About this exercise:
From top to bottom, write out the listing exactly.

================

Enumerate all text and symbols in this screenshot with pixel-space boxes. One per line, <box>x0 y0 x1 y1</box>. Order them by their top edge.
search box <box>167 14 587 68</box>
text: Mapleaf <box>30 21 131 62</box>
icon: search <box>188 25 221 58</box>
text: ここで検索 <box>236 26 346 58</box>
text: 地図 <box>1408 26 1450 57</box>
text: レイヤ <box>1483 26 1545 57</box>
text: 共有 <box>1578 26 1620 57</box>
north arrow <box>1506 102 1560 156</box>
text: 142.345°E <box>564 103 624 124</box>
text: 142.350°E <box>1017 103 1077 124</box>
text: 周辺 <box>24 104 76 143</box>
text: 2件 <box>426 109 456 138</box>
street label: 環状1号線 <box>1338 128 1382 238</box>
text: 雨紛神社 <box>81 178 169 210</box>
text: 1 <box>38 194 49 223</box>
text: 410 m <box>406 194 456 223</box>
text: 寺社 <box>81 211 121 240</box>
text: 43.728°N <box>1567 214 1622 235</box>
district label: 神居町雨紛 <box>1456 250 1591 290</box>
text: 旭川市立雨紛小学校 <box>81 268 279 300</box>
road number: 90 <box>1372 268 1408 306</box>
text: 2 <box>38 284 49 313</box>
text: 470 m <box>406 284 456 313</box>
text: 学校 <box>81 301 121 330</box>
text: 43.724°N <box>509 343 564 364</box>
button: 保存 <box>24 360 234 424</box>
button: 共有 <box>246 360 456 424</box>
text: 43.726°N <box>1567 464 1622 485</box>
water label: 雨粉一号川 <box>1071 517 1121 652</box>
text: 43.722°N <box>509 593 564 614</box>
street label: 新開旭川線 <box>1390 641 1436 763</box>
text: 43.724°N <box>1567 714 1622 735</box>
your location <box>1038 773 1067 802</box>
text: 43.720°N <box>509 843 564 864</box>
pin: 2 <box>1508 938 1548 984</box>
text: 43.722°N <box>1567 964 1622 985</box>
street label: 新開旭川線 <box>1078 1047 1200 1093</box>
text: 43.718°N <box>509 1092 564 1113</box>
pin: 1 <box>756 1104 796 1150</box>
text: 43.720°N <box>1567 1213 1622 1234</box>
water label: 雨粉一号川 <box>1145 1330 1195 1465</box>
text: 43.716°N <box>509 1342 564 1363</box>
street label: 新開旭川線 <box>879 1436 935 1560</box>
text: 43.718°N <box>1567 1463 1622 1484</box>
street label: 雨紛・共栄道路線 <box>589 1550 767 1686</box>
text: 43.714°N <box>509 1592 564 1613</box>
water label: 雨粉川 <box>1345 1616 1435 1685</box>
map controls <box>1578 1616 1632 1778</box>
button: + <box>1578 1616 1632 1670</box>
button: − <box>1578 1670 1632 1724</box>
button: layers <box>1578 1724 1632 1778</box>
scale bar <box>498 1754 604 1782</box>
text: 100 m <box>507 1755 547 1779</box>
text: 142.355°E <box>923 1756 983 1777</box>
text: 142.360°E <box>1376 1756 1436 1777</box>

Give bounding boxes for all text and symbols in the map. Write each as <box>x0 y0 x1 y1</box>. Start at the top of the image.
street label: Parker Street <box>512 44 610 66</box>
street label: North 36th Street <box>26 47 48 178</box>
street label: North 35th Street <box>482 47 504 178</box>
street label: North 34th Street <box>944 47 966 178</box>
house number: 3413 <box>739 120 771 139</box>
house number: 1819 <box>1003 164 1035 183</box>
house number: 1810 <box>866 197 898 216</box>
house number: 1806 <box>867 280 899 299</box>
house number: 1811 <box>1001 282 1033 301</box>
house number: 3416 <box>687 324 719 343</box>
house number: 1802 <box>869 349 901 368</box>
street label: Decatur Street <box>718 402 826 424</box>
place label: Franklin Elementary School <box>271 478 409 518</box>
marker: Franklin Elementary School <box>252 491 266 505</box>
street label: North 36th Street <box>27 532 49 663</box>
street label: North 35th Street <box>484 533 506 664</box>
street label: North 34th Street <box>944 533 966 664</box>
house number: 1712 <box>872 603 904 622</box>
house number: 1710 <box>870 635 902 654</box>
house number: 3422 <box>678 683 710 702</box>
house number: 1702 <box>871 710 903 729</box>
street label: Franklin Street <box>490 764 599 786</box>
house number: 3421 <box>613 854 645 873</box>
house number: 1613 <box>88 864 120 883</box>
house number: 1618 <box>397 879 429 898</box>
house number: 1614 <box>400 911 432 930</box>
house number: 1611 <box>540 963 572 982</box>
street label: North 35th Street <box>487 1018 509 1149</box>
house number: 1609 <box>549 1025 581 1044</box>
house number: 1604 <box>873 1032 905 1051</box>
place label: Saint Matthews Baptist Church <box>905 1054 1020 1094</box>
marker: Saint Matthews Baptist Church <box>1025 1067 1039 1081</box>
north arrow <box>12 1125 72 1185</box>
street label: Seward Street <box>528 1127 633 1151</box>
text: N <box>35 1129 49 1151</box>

================

Task solution:
Enumerate all text and symbols in this screenshot with pixel-space boxes. One per line, <box>x0 y0 x1 y1</box>. Order them by their top edge.
search box <box>167 14 587 68</box>
text: Mapleaf <box>30 21 131 62</box>
icon: search <box>188 25 221 58</box>
text: ここで検索 <box>236 26 346 58</box>
text: 地図 <box>1408 26 1450 57</box>
text: レイヤ <box>1483 26 1545 57</box>
text: 共有 <box>1578 26 1620 57</box>
north arrow <box>1506 102 1560 156</box>
text: 142.345°E <box>564 103 624 124</box>
text: 142.350°E <box>1017 103 1077 124</box>
text: 周辺 <box>24 104 76 143</box>
text: 2件 <box>426 109 456 138</box>
street label: 環状1号線 <box>1338 128 1382 238</box>
text: 雨紛神社 <box>81 178 169 210</box>
text: 1 <box>38 194 49 223</box>
text: 410 m <box>406 194 456 223</box>
text: 寺社 <box>81 211 121 240</box>
text: 43.728°N <box>1567 214 1622 235</box>
district label: 神居町雨紛 <box>1456 250 1591 290</box>
text: 旭川市立雨紛小学校 <box>81 268 279 300</box>
road number: 90 <box>1372 268 1408 306</box>
text: 2 <box>38 284 49 313</box>
text: 470 m <box>406 284 456 313</box>
text: 学校 <box>81 301 121 330</box>
text: 43.724°N <box>509 343 564 364</box>
button: 保存 <box>24 360 234 424</box>
button: 共有 <box>246 360 456 424</box>
text: 43.726°N <box>1567 464 1622 485</box>
water label: 雨粉一号川 <box>1071 517 1121 652</box>
text: 43.722°N <box>509 593 564 614</box>
street label: 新開旭川線 <box>1390 641 1436 763</box>
text: 43.724°N <box>1567 714 1622 735</box>
your location <box>1038 773 1067 802</box>
text: 43.720°N <box>509 843 564 864</box>
pin: 2 <box>1508 938 1548 984</box>
text: 43.722°N <box>1567 964 1622 985</box>
street label: 新開旭川線 <box>1078 1047 1200 1093</box>
text: 43.718°N <box>509 1092 564 1113</box>
pin: 1 <box>756 1104 796 1150</box>
text: 43.720°N <box>1567 1213 1622 1234</box>
water label: 雨粉一号川 <box>1145 1330 1195 1465</box>
text: 43.716°N <box>509 1342 564 1363</box>
street label: 新開旭川線 <box>879 1436 935 1560</box>
text: 43.718°N <box>1567 1463 1622 1484</box>
street label: 雨紛・共栄道路線 <box>589 1550 767 1686</box>
text: 43.714°N <box>509 1592 564 1613</box>
water label: 雨粉川 <box>1345 1616 1435 1685</box>
map controls <box>1578 1616 1632 1778</box>
button: + <box>1578 1616 1632 1670</box>
button: − <box>1578 1670 1632 1724</box>
button: layers <box>1578 1724 1632 1778</box>
scale bar <box>498 1754 604 1782</box>
text: 100 m <box>507 1755 547 1779</box>
text: 142.355°E <box>923 1756 983 1777</box>
text: 142.360°E <box>1376 1756 1436 1777</box>

Give bounding boxes for all text and symbols in the map. Write each as <box>x0 y0 x1 y1</box>. Start at the top of the image.
street label: Parker Street <box>512 44 610 66</box>
street label: North 36th Street <box>26 47 48 178</box>
street label: North 35th Street <box>482 47 504 178</box>
street label: North 34th Street <box>944 47 966 178</box>
house number: 3413 <box>739 120 771 139</box>
house number: 1819 <box>1003 164 1035 183</box>
house number: 1810 <box>866 197 898 216</box>
house number: 1806 <box>867 280 899 299</box>
house number: 1811 <box>1001 282 1033 301</box>
house number: 3416 <box>687 324 719 343</box>
house number: 1802 <box>869 349 901 368</box>
street label: Decatur Street <box>718 402 826 424</box>
place label: Franklin Elementary School <box>271 478 409 518</box>
marker: Franklin Elementary School <box>252 491 266 505</box>
street label: North 36th Street <box>27 532 49 663</box>
street label: North 35th Street <box>484 533 506 664</box>
street label: North 34th Street <box>944 533 966 664</box>
house number: 1712 <box>872 603 904 622</box>
house number: 1710 <box>870 635 902 654</box>
house number: 3422 <box>678 683 710 702</box>
house number: 1702 <box>871 710 903 729</box>
street label: Franklin Street <box>490 764 599 786</box>
house number: 3421 <box>613 854 645 873</box>
house number: 1613 <box>88 864 120 883</box>
house number: 1618 <box>397 879 429 898</box>
house number: 1614 <box>400 911 432 930</box>
house number: 1611 <box>540 963 572 982</box>
street label: North 35th Street <box>487 1018 509 1149</box>
house number: 1609 <box>549 1025 581 1044</box>
house number: 1604 <box>873 1032 905 1051</box>
place label: Saint Matthews Baptist Church <box>905 1054 1020 1094</box>
marker: Saint Matthews Baptist Church <box>1025 1067 1039 1081</box>
north arrow <box>12 1125 72 1185</box>
street label: Seward Street <box>528 1127 633 1151</box>
text: N <box>35 1129 49 1151</box>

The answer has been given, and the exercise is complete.